TASK ITEM: Each line of the data below that includes the string "Alshaikh" must be copied.

BEGIN DATA EXTRACTS

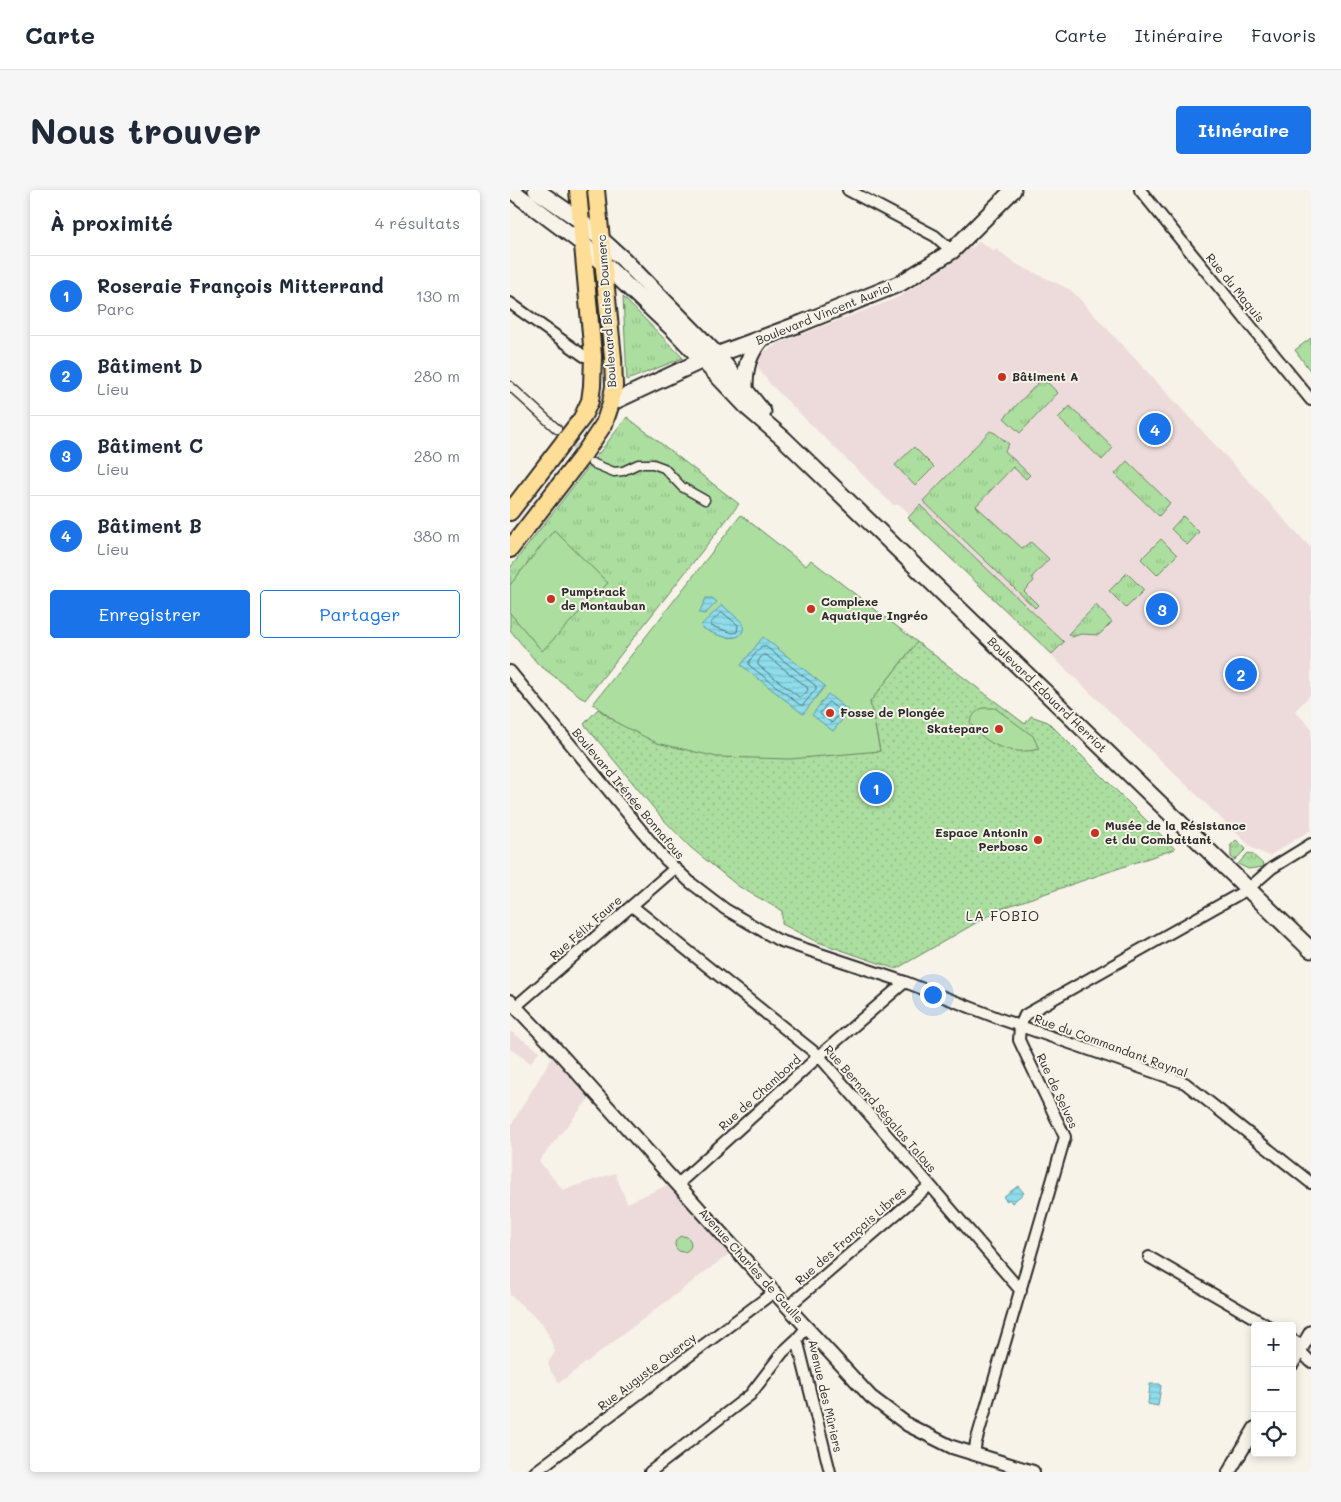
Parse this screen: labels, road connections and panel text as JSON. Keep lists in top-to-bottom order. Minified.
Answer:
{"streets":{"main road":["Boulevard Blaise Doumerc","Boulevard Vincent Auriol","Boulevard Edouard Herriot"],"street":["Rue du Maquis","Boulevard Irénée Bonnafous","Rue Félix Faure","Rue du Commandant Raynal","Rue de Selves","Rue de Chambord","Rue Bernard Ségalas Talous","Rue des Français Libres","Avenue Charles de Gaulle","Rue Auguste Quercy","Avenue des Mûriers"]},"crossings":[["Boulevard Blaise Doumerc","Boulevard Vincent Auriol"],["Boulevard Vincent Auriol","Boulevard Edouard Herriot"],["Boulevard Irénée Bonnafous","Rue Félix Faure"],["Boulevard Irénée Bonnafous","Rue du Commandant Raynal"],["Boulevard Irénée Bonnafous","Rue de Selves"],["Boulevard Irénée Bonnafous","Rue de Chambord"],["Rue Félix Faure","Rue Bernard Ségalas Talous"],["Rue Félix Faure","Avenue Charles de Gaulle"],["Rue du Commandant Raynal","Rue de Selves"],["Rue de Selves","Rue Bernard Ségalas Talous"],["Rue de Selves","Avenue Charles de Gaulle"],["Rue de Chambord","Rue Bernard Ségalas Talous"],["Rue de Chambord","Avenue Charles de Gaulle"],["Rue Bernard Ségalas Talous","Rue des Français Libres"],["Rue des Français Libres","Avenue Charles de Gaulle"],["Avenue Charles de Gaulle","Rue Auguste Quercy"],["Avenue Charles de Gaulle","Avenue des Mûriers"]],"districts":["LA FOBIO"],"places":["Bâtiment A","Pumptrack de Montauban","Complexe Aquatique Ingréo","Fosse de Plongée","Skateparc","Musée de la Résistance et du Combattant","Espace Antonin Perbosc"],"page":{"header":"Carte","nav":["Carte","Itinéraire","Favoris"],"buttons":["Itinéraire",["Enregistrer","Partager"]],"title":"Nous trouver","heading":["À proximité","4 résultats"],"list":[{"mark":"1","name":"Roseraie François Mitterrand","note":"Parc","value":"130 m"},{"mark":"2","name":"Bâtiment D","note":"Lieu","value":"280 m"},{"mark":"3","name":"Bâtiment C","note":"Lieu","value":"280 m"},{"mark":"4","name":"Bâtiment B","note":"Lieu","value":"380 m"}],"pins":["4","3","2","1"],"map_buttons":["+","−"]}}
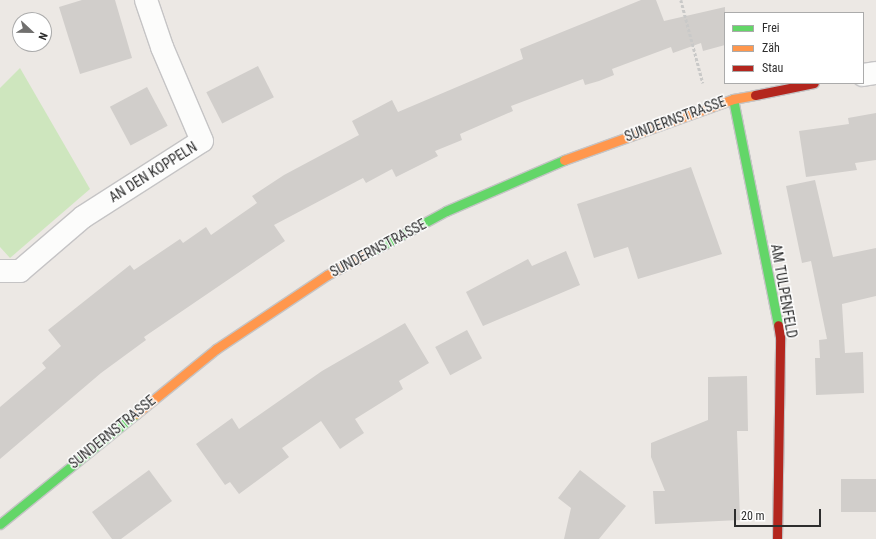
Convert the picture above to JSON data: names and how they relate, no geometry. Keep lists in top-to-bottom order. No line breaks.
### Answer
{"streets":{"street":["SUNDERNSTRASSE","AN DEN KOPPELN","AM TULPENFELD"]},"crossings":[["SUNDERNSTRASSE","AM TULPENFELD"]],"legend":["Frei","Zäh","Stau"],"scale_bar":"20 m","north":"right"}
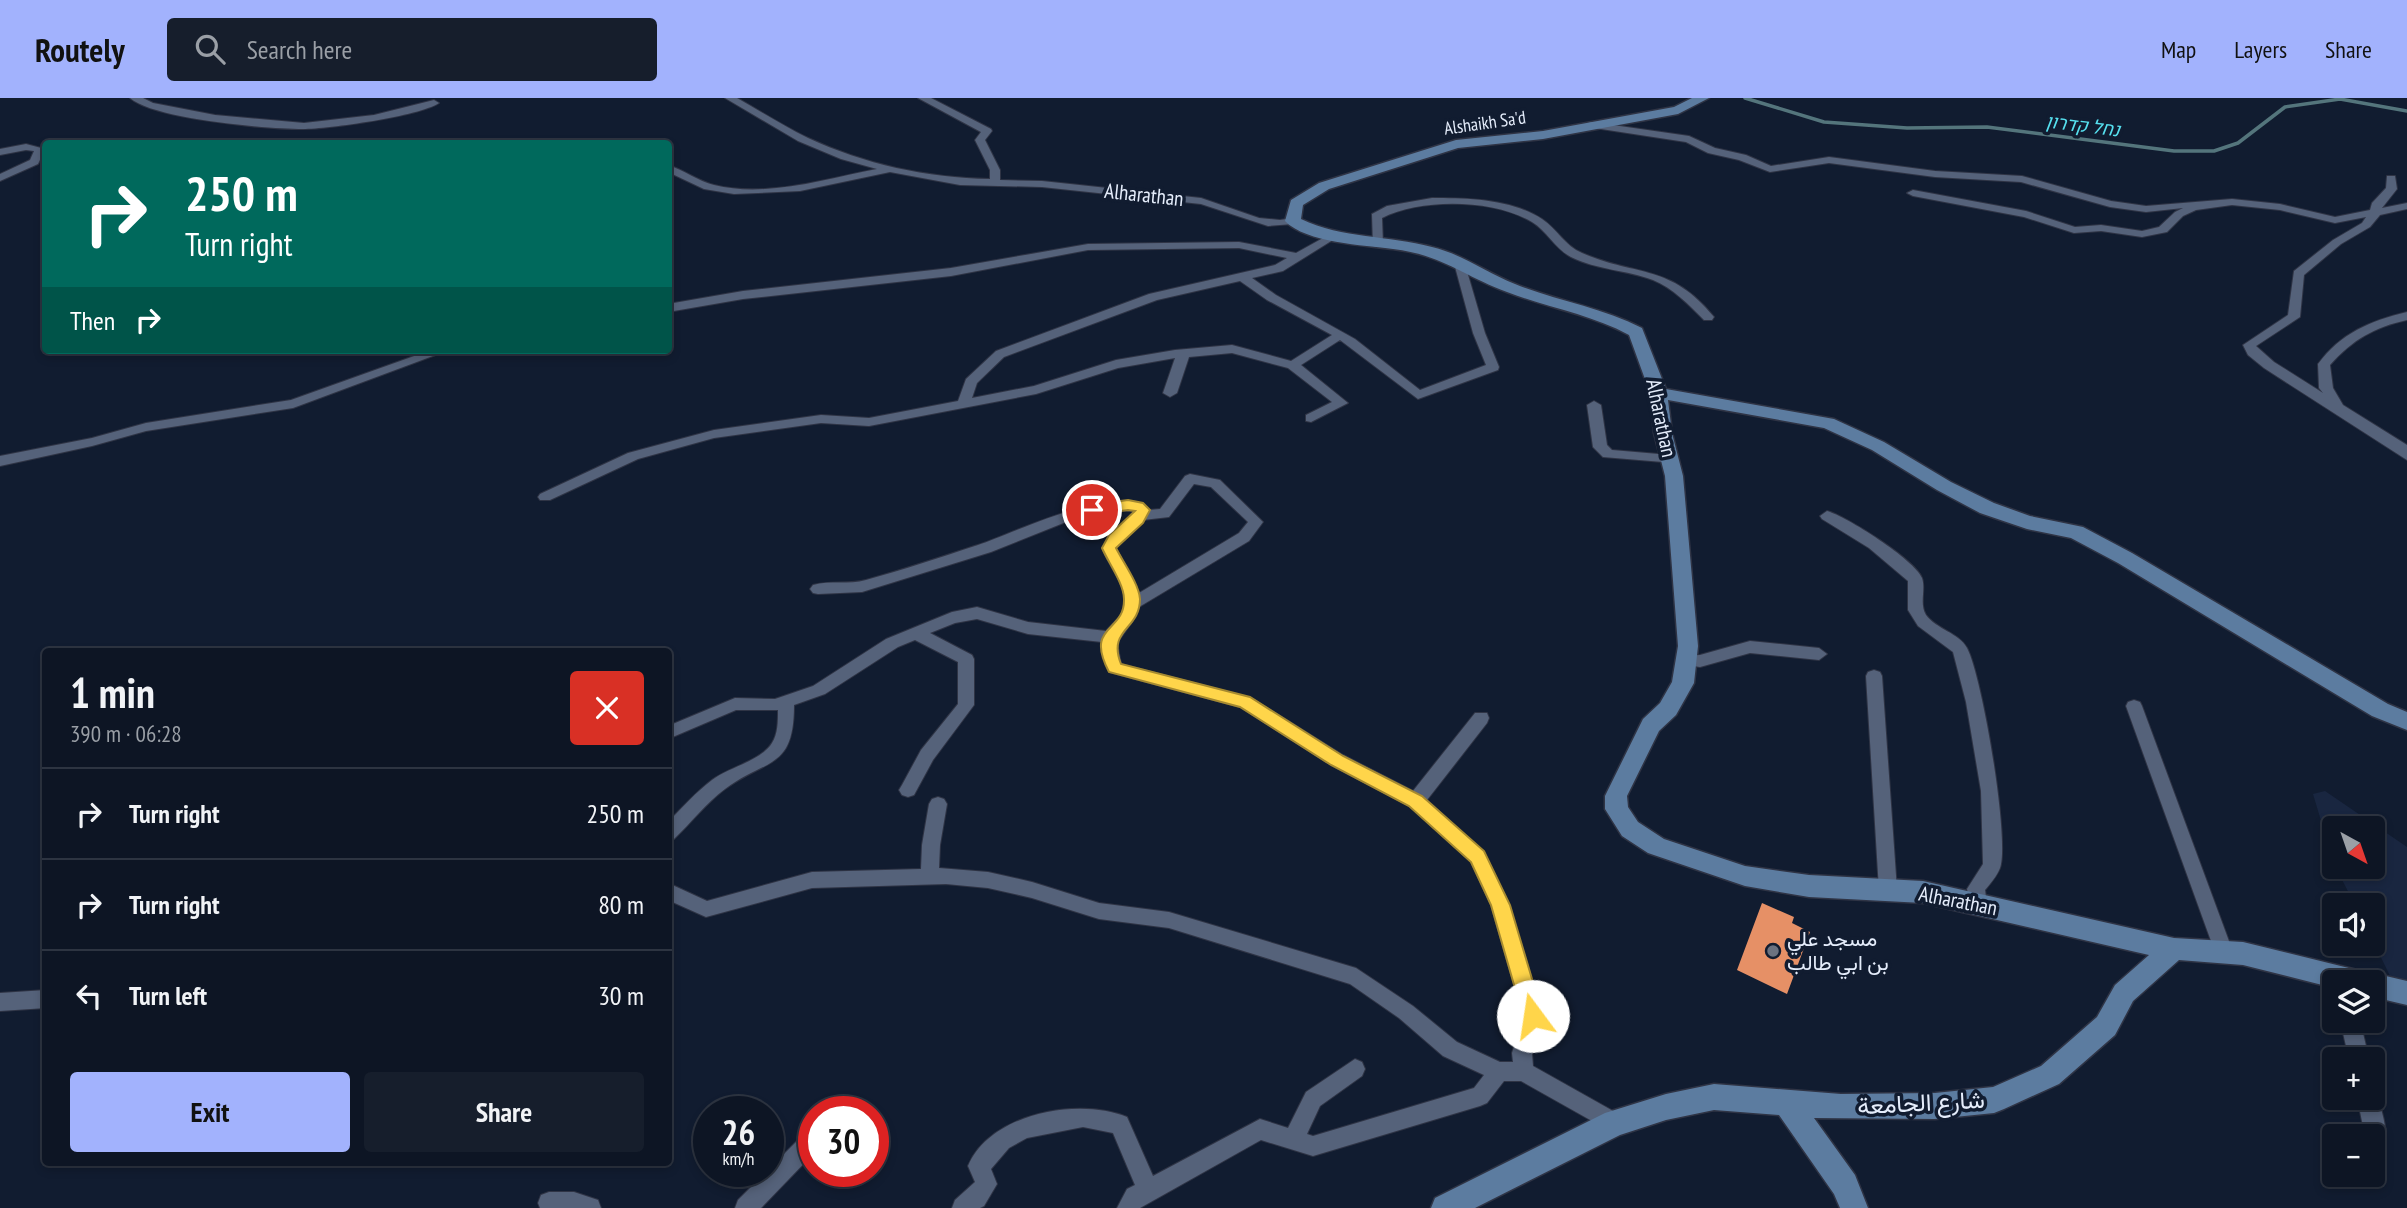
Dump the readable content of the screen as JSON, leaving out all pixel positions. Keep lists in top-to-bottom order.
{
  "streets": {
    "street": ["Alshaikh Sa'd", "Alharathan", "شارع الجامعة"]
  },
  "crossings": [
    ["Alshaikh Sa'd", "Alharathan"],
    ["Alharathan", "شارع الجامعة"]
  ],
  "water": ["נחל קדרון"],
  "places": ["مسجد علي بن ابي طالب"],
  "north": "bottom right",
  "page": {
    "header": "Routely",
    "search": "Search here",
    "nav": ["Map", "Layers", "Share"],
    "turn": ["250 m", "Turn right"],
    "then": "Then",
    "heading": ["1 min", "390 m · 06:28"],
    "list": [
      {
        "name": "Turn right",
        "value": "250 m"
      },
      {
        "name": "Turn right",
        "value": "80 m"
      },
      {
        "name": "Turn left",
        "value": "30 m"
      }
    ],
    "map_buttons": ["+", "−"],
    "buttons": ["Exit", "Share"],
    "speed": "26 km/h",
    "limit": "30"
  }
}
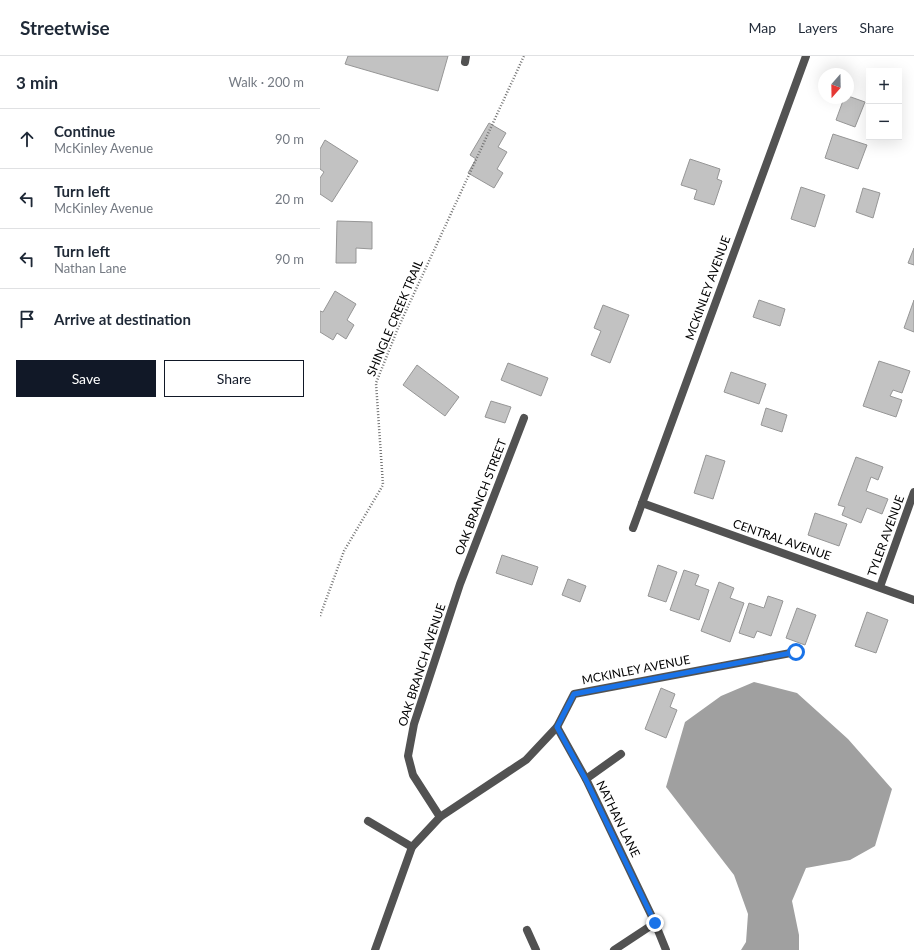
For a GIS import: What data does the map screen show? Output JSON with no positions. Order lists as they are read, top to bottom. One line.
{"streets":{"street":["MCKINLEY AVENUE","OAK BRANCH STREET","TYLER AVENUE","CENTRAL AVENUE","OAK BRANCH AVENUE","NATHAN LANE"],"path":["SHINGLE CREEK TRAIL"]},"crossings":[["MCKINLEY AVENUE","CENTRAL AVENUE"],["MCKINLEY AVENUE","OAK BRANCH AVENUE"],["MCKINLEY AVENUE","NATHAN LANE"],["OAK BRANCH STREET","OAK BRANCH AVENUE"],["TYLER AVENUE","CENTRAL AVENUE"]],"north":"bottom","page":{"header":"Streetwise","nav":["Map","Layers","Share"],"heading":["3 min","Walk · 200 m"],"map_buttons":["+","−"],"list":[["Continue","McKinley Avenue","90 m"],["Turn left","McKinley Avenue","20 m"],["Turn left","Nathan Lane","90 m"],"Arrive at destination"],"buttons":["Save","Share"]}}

END DATA EXTRACTS

REPLY TO THE EXERCISE:
    "street": ["Alshaikh Sa'd", "Alharathan", "شارع الجامعة"]
    ["Alshaikh Sa'd", "Alharathan"],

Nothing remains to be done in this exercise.